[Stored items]
┄┄┄┄┄┄┄┄┄┄┄┄┄┄┄┄┄┄┄┄
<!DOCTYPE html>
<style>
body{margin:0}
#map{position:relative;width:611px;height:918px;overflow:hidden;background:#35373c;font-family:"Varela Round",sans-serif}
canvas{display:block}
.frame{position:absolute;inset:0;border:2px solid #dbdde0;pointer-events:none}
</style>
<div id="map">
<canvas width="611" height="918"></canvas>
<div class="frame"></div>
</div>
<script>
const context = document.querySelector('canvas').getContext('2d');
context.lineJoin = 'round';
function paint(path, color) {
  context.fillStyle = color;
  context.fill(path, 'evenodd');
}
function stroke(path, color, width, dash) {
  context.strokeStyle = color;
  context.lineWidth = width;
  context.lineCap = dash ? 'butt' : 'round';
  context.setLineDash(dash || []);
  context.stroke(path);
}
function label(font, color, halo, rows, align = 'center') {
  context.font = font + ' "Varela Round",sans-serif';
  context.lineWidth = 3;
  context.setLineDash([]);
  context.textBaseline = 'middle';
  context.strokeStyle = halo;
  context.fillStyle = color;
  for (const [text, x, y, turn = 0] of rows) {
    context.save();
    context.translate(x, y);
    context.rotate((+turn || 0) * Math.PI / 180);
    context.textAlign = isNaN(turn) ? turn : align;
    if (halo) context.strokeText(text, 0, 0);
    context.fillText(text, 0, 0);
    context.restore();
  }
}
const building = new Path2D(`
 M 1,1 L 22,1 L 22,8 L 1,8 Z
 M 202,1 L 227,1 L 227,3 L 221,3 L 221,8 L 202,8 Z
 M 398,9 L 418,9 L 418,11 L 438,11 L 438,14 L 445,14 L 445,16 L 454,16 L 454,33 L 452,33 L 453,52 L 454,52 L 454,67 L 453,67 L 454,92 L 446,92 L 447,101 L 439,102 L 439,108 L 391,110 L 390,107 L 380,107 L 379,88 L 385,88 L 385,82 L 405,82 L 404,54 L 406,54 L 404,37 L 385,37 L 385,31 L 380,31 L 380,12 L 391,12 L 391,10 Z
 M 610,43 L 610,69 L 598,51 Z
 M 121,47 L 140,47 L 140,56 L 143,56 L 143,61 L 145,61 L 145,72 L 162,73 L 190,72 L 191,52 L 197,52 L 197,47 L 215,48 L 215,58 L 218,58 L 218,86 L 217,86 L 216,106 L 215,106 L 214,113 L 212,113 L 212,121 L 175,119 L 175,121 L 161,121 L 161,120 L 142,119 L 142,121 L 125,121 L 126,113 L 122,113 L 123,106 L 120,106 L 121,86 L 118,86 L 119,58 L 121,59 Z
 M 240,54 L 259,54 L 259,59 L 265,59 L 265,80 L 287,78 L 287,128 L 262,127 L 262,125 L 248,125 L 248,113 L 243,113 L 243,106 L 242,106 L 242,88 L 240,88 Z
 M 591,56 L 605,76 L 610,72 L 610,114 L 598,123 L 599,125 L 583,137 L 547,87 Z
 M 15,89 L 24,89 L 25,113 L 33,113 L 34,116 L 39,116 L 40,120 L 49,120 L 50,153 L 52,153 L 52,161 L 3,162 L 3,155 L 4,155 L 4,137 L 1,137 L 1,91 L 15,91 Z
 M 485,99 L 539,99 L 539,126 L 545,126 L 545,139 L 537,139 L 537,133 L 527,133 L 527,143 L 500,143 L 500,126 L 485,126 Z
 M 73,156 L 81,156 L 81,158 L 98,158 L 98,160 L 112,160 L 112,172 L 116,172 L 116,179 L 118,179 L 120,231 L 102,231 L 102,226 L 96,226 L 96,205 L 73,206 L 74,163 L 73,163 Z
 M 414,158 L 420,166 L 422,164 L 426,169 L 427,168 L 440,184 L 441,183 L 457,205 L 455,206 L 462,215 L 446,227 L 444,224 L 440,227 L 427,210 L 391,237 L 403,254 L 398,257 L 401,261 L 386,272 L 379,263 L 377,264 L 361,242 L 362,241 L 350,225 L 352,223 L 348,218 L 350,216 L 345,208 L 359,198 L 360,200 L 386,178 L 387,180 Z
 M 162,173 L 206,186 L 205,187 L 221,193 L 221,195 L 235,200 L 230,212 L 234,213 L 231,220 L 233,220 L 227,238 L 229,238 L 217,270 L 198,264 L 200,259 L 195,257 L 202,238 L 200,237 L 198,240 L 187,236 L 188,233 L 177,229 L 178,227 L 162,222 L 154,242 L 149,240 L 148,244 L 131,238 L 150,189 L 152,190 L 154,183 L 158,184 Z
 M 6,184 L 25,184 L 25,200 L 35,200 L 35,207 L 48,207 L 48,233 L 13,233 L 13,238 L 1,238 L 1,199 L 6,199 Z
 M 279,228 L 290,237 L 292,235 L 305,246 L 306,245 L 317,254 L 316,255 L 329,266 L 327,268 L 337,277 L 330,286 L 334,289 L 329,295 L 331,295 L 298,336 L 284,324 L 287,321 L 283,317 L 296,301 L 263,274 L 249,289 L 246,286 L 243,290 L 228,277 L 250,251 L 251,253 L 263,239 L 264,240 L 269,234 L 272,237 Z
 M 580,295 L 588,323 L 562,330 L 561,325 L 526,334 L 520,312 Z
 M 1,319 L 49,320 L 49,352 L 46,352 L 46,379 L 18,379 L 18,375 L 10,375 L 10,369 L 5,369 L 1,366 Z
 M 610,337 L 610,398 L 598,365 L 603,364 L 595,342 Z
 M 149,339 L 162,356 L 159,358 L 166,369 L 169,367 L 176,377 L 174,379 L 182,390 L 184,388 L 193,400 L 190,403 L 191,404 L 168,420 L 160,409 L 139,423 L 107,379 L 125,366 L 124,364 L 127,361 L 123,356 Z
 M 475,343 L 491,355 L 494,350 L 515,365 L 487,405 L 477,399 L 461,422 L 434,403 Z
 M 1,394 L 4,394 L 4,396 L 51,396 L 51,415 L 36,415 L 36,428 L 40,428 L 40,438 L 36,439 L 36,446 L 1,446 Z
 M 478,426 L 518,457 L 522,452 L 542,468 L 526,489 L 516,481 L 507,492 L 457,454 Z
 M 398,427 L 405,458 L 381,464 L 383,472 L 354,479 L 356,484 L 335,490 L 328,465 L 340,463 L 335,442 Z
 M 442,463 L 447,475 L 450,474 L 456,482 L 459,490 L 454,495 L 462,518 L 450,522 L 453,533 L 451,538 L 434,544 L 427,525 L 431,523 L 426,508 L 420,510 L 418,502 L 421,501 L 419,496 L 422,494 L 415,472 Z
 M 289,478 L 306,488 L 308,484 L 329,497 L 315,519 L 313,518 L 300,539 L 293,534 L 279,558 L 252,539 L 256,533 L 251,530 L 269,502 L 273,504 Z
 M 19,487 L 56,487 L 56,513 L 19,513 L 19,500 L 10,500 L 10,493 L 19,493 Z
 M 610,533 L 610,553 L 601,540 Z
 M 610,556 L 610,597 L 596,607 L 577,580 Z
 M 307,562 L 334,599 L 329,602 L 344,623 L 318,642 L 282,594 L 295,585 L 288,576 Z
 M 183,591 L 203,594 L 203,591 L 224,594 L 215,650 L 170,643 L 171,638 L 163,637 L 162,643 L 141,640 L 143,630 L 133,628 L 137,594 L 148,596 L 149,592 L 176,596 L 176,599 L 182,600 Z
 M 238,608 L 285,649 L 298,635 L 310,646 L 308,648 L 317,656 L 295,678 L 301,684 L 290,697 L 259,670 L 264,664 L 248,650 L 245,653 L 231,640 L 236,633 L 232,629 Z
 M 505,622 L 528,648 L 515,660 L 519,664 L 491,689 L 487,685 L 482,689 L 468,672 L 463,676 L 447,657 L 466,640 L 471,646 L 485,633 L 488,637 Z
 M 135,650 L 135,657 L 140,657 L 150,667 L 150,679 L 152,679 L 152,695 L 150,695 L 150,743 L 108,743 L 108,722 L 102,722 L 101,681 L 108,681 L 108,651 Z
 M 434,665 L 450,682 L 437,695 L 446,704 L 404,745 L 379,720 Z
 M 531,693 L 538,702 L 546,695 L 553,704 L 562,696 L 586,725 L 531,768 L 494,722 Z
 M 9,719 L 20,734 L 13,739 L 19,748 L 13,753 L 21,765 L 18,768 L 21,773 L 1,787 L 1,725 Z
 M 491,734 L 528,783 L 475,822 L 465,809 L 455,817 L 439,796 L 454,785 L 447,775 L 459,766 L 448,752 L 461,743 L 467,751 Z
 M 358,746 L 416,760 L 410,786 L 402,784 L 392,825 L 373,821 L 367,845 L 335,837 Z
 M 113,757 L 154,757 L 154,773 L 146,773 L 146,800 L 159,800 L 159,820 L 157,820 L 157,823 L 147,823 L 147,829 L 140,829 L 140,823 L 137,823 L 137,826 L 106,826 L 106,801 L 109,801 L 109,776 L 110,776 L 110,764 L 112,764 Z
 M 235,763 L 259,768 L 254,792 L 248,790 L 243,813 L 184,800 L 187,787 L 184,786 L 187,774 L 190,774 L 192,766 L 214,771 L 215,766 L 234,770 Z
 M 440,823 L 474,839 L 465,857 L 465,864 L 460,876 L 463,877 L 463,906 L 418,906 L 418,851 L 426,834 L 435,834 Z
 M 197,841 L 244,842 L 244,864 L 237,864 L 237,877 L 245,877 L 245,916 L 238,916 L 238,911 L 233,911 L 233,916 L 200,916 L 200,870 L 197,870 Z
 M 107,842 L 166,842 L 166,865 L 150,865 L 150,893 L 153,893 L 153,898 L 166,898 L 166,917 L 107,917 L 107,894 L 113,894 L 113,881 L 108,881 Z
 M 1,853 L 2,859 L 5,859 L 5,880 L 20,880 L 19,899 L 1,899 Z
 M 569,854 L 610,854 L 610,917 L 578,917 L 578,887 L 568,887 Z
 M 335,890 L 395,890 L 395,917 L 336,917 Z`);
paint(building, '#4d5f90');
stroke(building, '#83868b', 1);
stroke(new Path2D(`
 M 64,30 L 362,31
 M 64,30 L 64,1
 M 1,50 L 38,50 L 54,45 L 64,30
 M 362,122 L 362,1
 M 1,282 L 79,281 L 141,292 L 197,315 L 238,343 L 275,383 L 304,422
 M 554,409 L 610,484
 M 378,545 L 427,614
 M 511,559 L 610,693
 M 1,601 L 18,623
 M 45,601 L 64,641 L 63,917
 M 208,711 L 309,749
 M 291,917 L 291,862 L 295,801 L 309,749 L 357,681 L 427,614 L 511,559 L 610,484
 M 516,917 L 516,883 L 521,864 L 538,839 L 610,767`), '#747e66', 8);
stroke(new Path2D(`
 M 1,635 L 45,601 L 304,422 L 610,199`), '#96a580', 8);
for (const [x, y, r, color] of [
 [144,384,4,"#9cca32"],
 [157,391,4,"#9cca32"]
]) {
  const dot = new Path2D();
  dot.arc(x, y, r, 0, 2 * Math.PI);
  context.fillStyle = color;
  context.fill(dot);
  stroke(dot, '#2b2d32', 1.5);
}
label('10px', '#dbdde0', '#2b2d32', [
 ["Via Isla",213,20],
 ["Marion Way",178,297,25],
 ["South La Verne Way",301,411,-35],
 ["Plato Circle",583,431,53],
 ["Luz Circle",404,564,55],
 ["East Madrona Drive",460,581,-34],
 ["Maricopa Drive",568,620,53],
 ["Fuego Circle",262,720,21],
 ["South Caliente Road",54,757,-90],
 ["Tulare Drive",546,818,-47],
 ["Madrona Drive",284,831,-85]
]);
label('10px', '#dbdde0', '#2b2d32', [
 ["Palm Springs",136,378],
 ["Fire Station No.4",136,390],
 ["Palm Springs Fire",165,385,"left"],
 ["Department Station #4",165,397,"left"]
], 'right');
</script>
┄┄┄┄┄┄┄┄┄┄┄┄┄┄┄┄┄┄┄┄
(Exercise prompt) Where a line above contains the word "function", show that line.

(Task solution)
function paint(path, color) {
function stroke(path, color, width, dash) {
function label(font, color, halo, rows, align = 'center') {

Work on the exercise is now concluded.